ABOUT THIS TASK: The answer must consist solely of the line containing "[1354,625,1359,1317]" and every line after it in the records below, through the last, each reproduced exactly.

Segment Start: SOURCE RECORDS

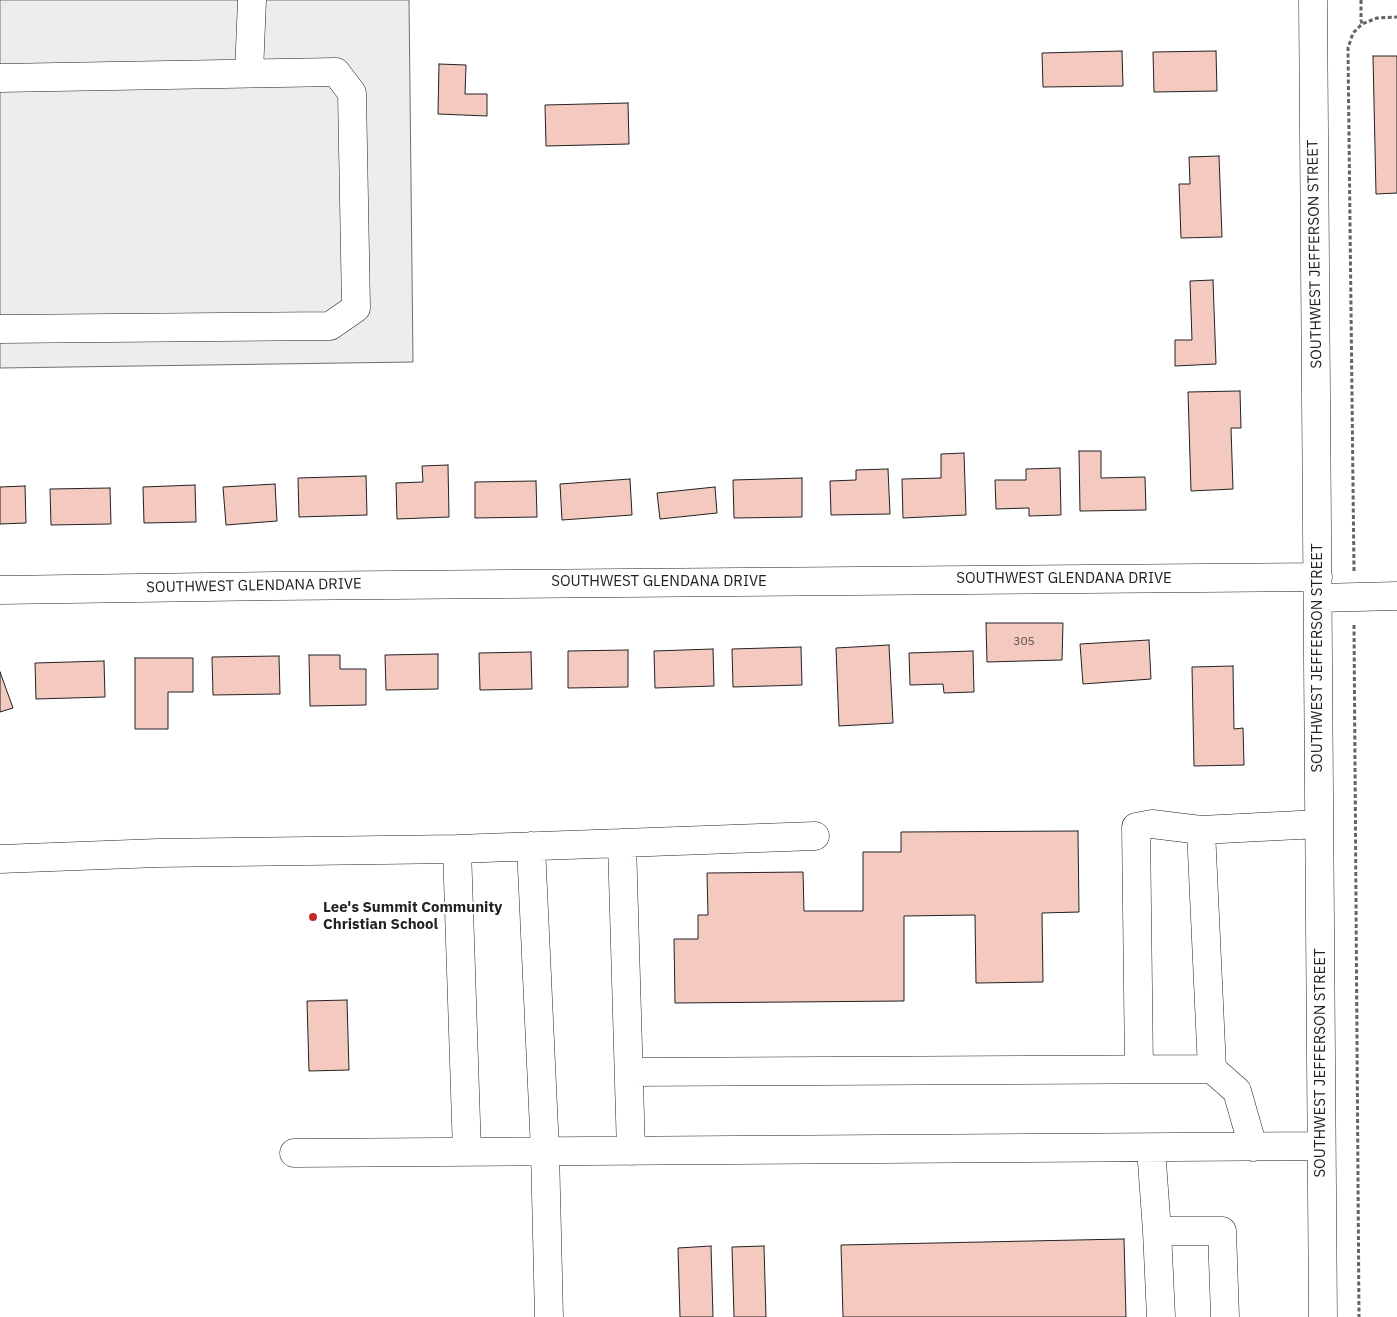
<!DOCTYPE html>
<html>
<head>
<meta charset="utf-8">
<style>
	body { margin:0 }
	canvas { display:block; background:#fff }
</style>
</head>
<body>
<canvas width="1397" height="1317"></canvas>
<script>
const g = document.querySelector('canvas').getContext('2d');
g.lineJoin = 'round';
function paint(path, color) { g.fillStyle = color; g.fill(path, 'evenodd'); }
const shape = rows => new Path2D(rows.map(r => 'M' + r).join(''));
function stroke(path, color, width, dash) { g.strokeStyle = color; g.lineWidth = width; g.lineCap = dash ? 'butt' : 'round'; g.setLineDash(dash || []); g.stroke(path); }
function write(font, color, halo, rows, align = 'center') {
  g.font = font + ' "IBM Plex Sans",sans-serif'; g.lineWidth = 4; g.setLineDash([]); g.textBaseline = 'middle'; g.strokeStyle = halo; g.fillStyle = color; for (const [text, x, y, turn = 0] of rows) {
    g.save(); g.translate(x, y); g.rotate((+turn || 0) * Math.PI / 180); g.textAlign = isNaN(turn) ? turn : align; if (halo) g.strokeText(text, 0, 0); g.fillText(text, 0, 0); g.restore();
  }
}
const parking = shape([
	[0,0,409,0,413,362,0,368,0,0]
]);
paint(parking, '#ededed');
stroke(parking, '#6f6f6f', 1);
const building = shape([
	[1122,51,1123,86,1043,87,1042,53,1122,51],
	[1216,51,1217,91,1154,92,1153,52,1216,51],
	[1373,56,1397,56,1397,193,1376,194,1373,56],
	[439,64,466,65,465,94,487,94,487,116,438,114,439,64],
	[628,103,629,144,546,146,545,105,628,103],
	[1219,156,1222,237,1181,238,1179,184,1190,184,1189,157,1219,156],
	[1213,280,1216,364,1175,366,1175,340,1192,340,1190,281,1213,280],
	[1240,391,1241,428,1231,428,1233,489,1191,491,1188,392,1240,391],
	[1079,451,1101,451,1101,478,1145,477,1146,510,1080,511,1079,451],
	[964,453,966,515,903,518,902,479,941,478,941,454,964,453],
	[448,465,449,517,397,519,396,483,423,482,422,466,448,465],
	[1060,468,1061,515,1029,516,1029,508,996,509,995,480,1026,480,1026,469,1060,468],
	[888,469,890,514,831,515,830,481,856,480,856,470,888,469],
	[366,476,367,515,299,517,298,478,366,476],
	[802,478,802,517,734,518,733,480,802,478],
	[630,479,632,515,562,520,560,484,630,479],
	[536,481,537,517,475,518,475,482,536,481],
	[275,484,277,521,226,525,223,487,275,484],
	[195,485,196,522,144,523,143,487,195,485],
	[25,486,26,523,0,524,0,487,25,486],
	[715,487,717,513,660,519,657,493,715,487],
	[110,488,111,524,51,525,50,489,110,488],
	[986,623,1063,623,1062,660,987,662,986,623],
	[1149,640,1151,679,1083,684,1080,644,1149,640],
	[889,645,893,723,839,726,836,648,889,645],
	[801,647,802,685,733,687,732,649,801,647],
	[713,649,714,686,655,688,654,651,713,649],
	[628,650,628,687,568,688,568,651,628,650],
	[973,651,974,692,944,693,943,684,910,685,909,653,973,651],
	[531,652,532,689,480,690,479,653,531,652],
	[438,654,438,689,386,690,385,655,438,654],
	[309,655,340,655,340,669,366,669,366,705,310,706,309,655],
	[279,656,280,694,213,695,212,657,279,656],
	[135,658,193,658,193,692,168,692,168,729,135,729,135,658],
	[104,661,105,697,36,699,35,663,104,661],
	[1233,666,1234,729,1243,728,1244,765,1194,766,1192,667,1233,666],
	[0,672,13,708,0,712,0,672],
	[1078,831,1079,912,1042,913,1043,982,976,983,975,915,904,916,904,1001,675,1003,674,939,698,939,698,915,708,915,707,873,803,872,804,911,863,911,863,852,901,852,901,832,1078,831],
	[347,1000,349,1070,309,1071,307,1001,347,1000],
	[1124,1239,1126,1317,843,1317,841,1245,1124,1239],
	[711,1246,713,1317,680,1317,678,1248,711,1246],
	[764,1246,766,1317,734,1317,732,1247,764,1246]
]);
paint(building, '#f3c9c0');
stroke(building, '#222', 1);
const minor = shape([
	[1313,0,1323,1317],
	[249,73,252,0],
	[0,78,336,72,352,93,356,308,330,326,0,329],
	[0,590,276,586,1318,577],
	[1318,598,1397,596],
	[622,843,631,1151],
	[531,846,545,1151,549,1317],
	[457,849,467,1152],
	[0,859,158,853,457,849,815,836],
	[1139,1069,1136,827,1152,824,1201,830],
	[1212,1069,1201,830,1319,824],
	[629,1072,1212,1069,1237,1091,1253,1147],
	[1151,1148,1157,1231,1161,1317],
	[294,1153,1321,1146],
	[1157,1231,1222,1231,1225,1317]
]);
stroke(minor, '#222', 29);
stroke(shape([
	[1361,0,1361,20,1362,24],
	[1354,571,1348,48,1353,33,1362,24,1377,18,1397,17],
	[1354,625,1359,1317]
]), '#646464', 3, [4, 2.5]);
stroke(minor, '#fff', 28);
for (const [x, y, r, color] of [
	[313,917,5,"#c62828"]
]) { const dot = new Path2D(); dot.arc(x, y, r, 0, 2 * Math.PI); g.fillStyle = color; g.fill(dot); stroke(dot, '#fff', 2); }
write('12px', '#564c4a', null, [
	["305",1024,642]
]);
write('15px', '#222', '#fff', [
	["SOUTHWEST JEFFERSON STREET",1315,254,-91],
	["SOUTHWEST GLENDANA DRIVE",1064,579],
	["SOUTHWEST GLENDANA DRIVE",659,582],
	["SOUTHWEST GLENDANA DRIVE",254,586,-1],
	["SOUTHWEST JEFFERSON STREET",1318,658,-90],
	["SOUTHWEST JEFFERSON STREET",1321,1063,-90]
]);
write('bold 15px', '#222', '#fff', [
	["Lee's Summit Community",323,908],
	["Christian School",323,925]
], 'left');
</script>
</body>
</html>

Segment End: SOURCE RECORDS

EXERCISE OUTPUT:
	[1354,625,1359,1317]
]), '#646464', 3, [4, 2.5]);
stroke(minor, '#fff', 28);
for (const [x, y, r, color] of [
	[313,917,5,"#c62828"]
]) { const dot = new Path2D(); dot.arc(x, y, r, 0, 2 * Math.PI); g.fillStyle = color; g.fill(dot); stroke(dot, '#fff', 2); }
write('12px', '#564c4a', null, [
	["305",1024,642]
]);
write('15px', '#222', '#fff', [
	["SOUTHWEST JEFFERSON STREET",1315,254,-91],
	["SOUTHWEST GLENDANA DRIVE",1064,579],
	["SOUTHWEST GLENDANA DRIVE",659,582],
	["SOUTHWEST GLENDANA DRIVE",254,586,-1],
	["SOUTHWEST JEFFERSON STREET",1318,658,-90],
	["SOUTHWEST JEFFERSON STREET",1321,1063,-90]
]);
write('bold 15px', '#222', '#fff', [
	["Lee's Summit Community",323,908],
	["Christian School",323,925]
], 'left');
</script>
</body>
</html>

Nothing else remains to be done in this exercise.